The latest version of Augur includes a schema_ that brings together data around key artifacts of open source software development.

This document details how to create the schema as well as some information on its contents and design.

-------------------------------------------------------
Complete Data Model, With Key Table Types Highlighted
-------------------------------------------------------

.. image:: schema.png
  :width: 1200
  :alt: Augur Unified Schema


-------------------------------------------------------
Complete Data Model, For Current Release
-------------------------------------------------------

.. image:: images/20211011-augur-schema-v0.21.1.png
  :width: 1200
  :alt: Augur Unified Schema

-------------------------------------------------------
Creating the schema
-------------------------------------------------------

The process for creating the schema is detailed in the  `database section <../getting-started/database.html>`_ of the Getting Started guide.

-------------------------------------------------------
Schema Overview
-------------------------------------------------------

Augur Data
-------------------------------------------------------

The ``augur_data`` schema contains *most* of the information analyzed
and constructed by Augur. The origin’s of the data inside of augur are
from data collection tasks and populate this schema.:

1. ``augur.tasks.github.*``: Tasks that pull data from the GitHub API.
Primarily, pull requests and issues are collected before more complicated
data. Note that all messages are stored in Augur in the ``messages`` table.
This is to facilitate easy analysis of the tone and characteristics of text
communication in a project from one place.

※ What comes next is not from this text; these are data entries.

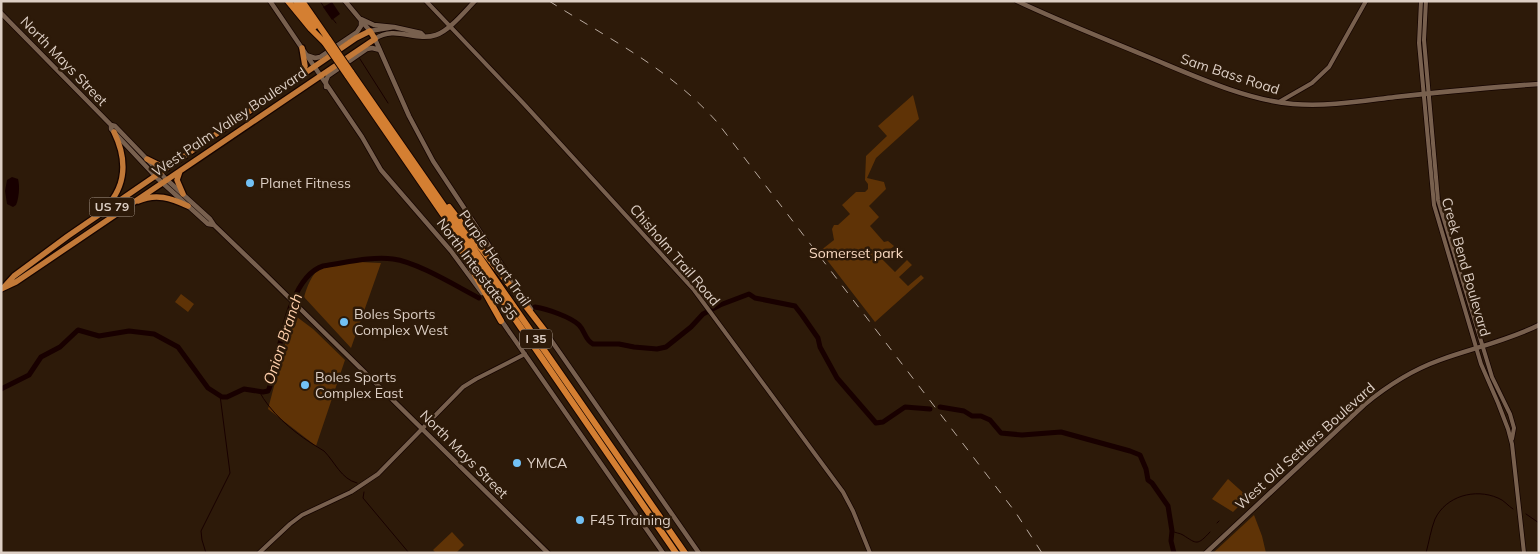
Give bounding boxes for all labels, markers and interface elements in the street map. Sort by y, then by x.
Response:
street label: North Mays Street [17,12,111,110]
street label: Sam Bass Road [1178,50,1282,98]
street label: West Palm Valley Boulevard [148,64,310,180]
place label: Planet Fitness [260,174,351,192]
marker: Planet Fitness [244,177,256,189]
street label: Creek Bend Boulevard [1438,195,1494,339]
road number: US 79 [90,198,134,216]
street label: Chisholm Trail Road [626,200,724,310]
street label: Purple Heart Trail [455,206,535,310]
street label: North Interstate 35 [433,214,521,324]
park label: Somerset park [809,244,904,262]
water label: Onion Branch [259,291,306,387]
place label: Boles Sports Complex West [354,305,448,339]
marker: Boles Sports Complex West [338,316,350,328]
road number: I 35 [520,329,552,348]
place label: Boles Sports Complex East [315,368,403,402]
street label: West Old Settlers Boulevard [1231,378,1379,514]
marker: Boles Sports Complex East [299,379,311,391]
street label: North Mays Street [416,406,512,502]
place label: YMCA [526,454,568,472]
marker: YMCA [511,457,523,469]
place label: F45 Training [590,511,671,529]
marker: F45 Training [574,514,586,526]

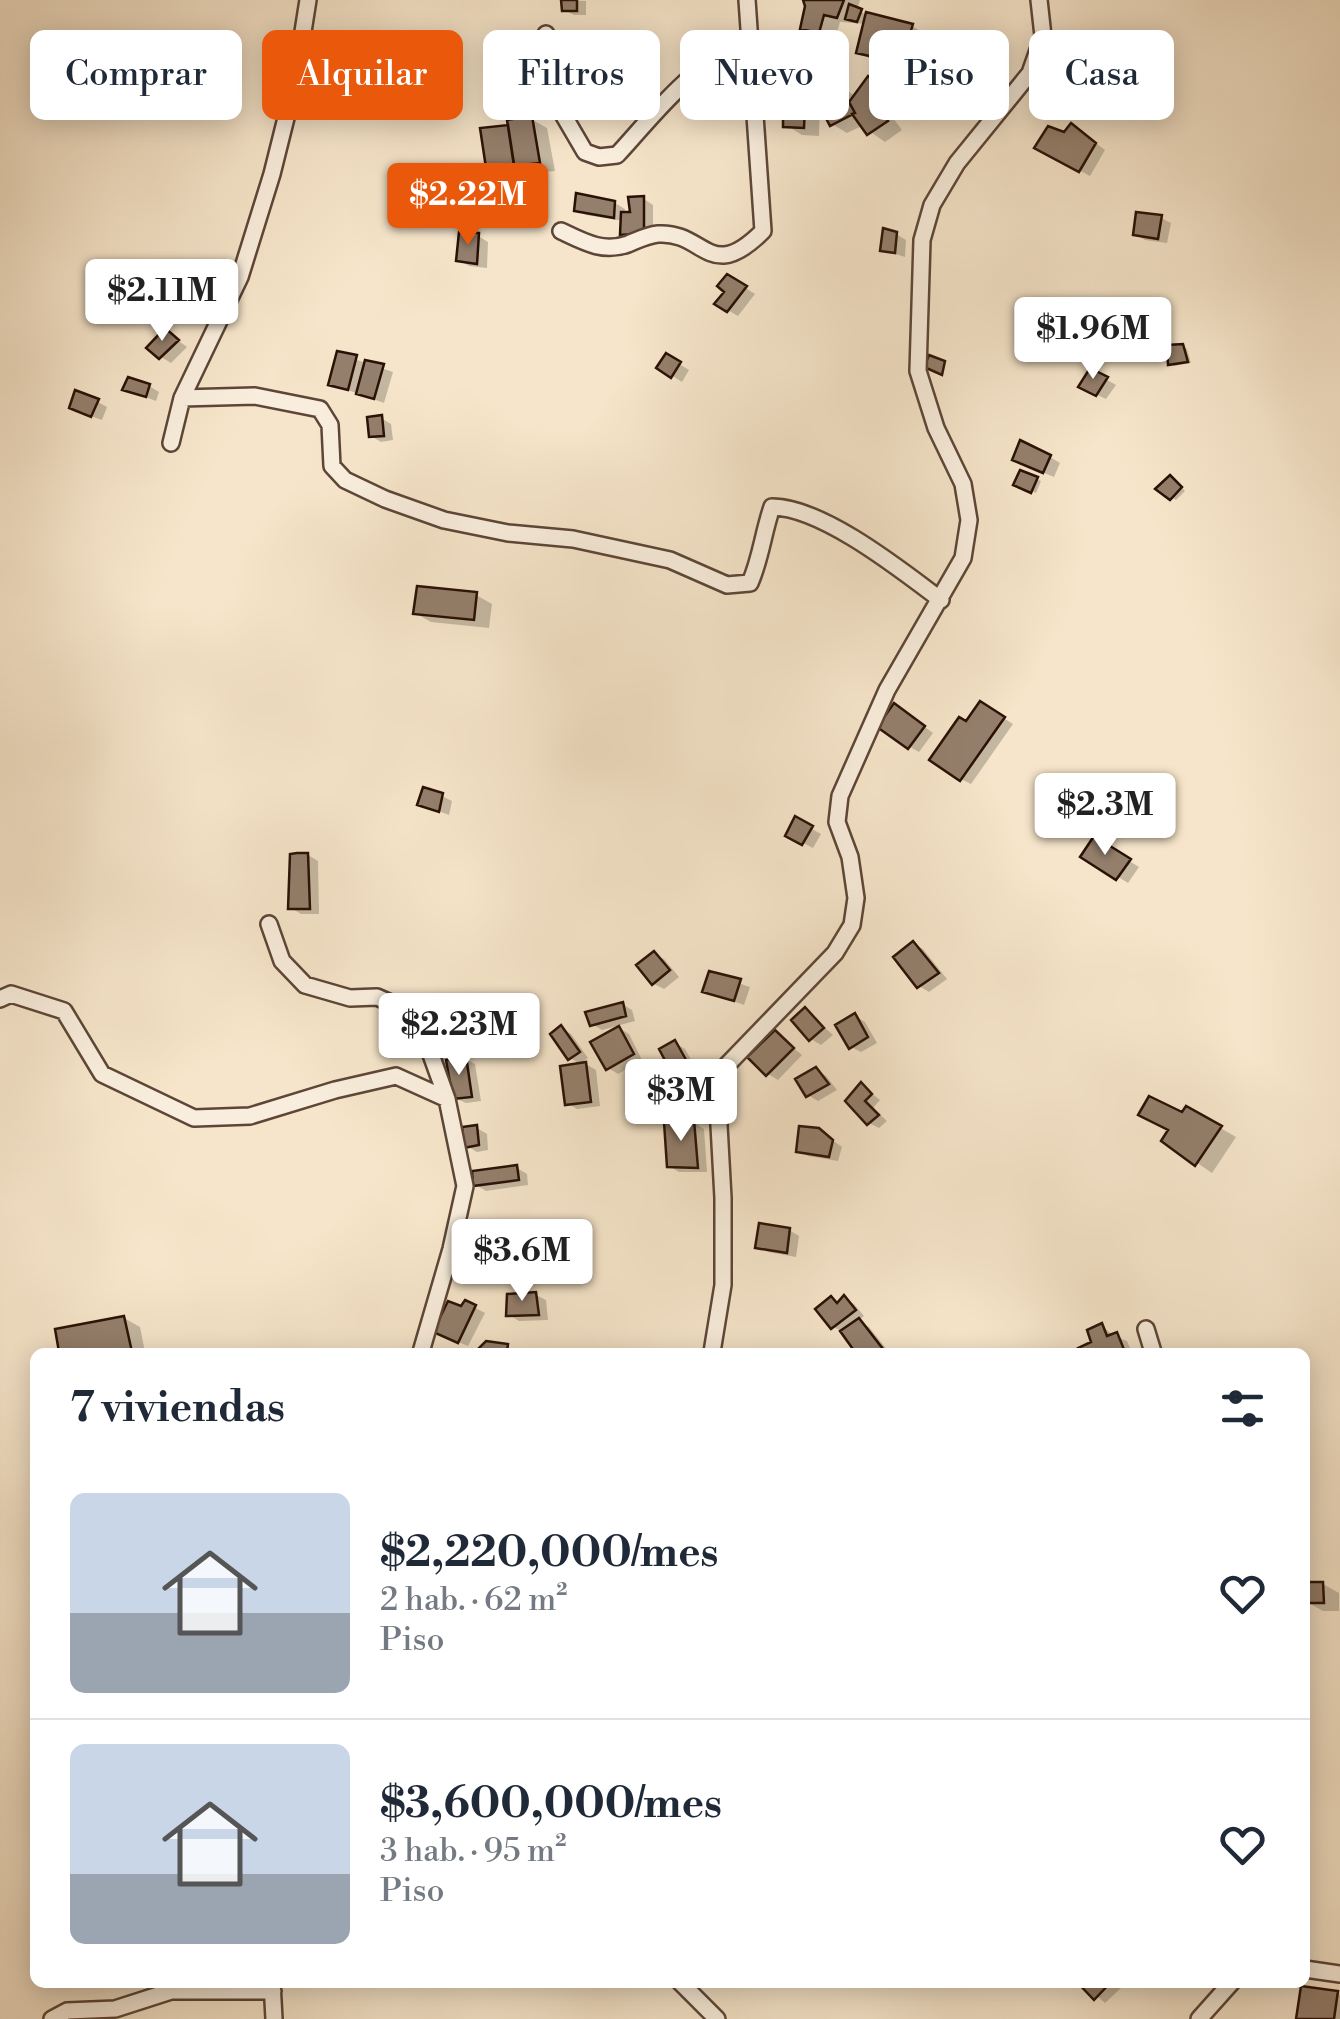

2. ``augur.tasks.git.facade_tasks``: Based on
http://www.github.com/brianwarner/facade, but substantially modified in
the fork located at http://github.com/sgoggins/facade. The modifications
include modularization of code, connections to Postgresql data instead
of MySQL and other changes noted in the commit logs. Further modifications
have been made to work with augur as well as seemlessly integrate it into
data collection.

3. ``augur.tasks.data_analysis.insight_worker.tasks``: Generates summarizations from raw data
gathered from commits, issues, and other info.

4. ``augur.tasks.github.pull_requests.tasks``: Collects Pull Request related data such as commits, contributors,assignees, etc. from the Github API and stores it in the Augur database.

Augur Operations
-------------------------------------------------------

The ``augur_operations`` tables are where most of the operations tables
exist. There are a few, like ``settings`` that remain in
``augur_data`` for now, but will be moved. They keep records related to
analytical history and data provenance for data in the schema. They also
store information including API keys.

Some key tables in this schema include:

- ``config``, which contains the config options for the application. Key options include the facade repo_directory as well as primary api key.

- ``collection_status``, contains the status of each aspect of data collection for each repo added to Augur. For example, it shows the status of the facade jobs for every repository.

SPDX
-------------------------------------------------------

The ``spdx`` schema serves the storage for software bill of materials
and license declarations scans on projects, conducted using this fork of
the DoSOCSv2 project: https://github.com/Nebrethar/DoSOCSv2

.. _schema: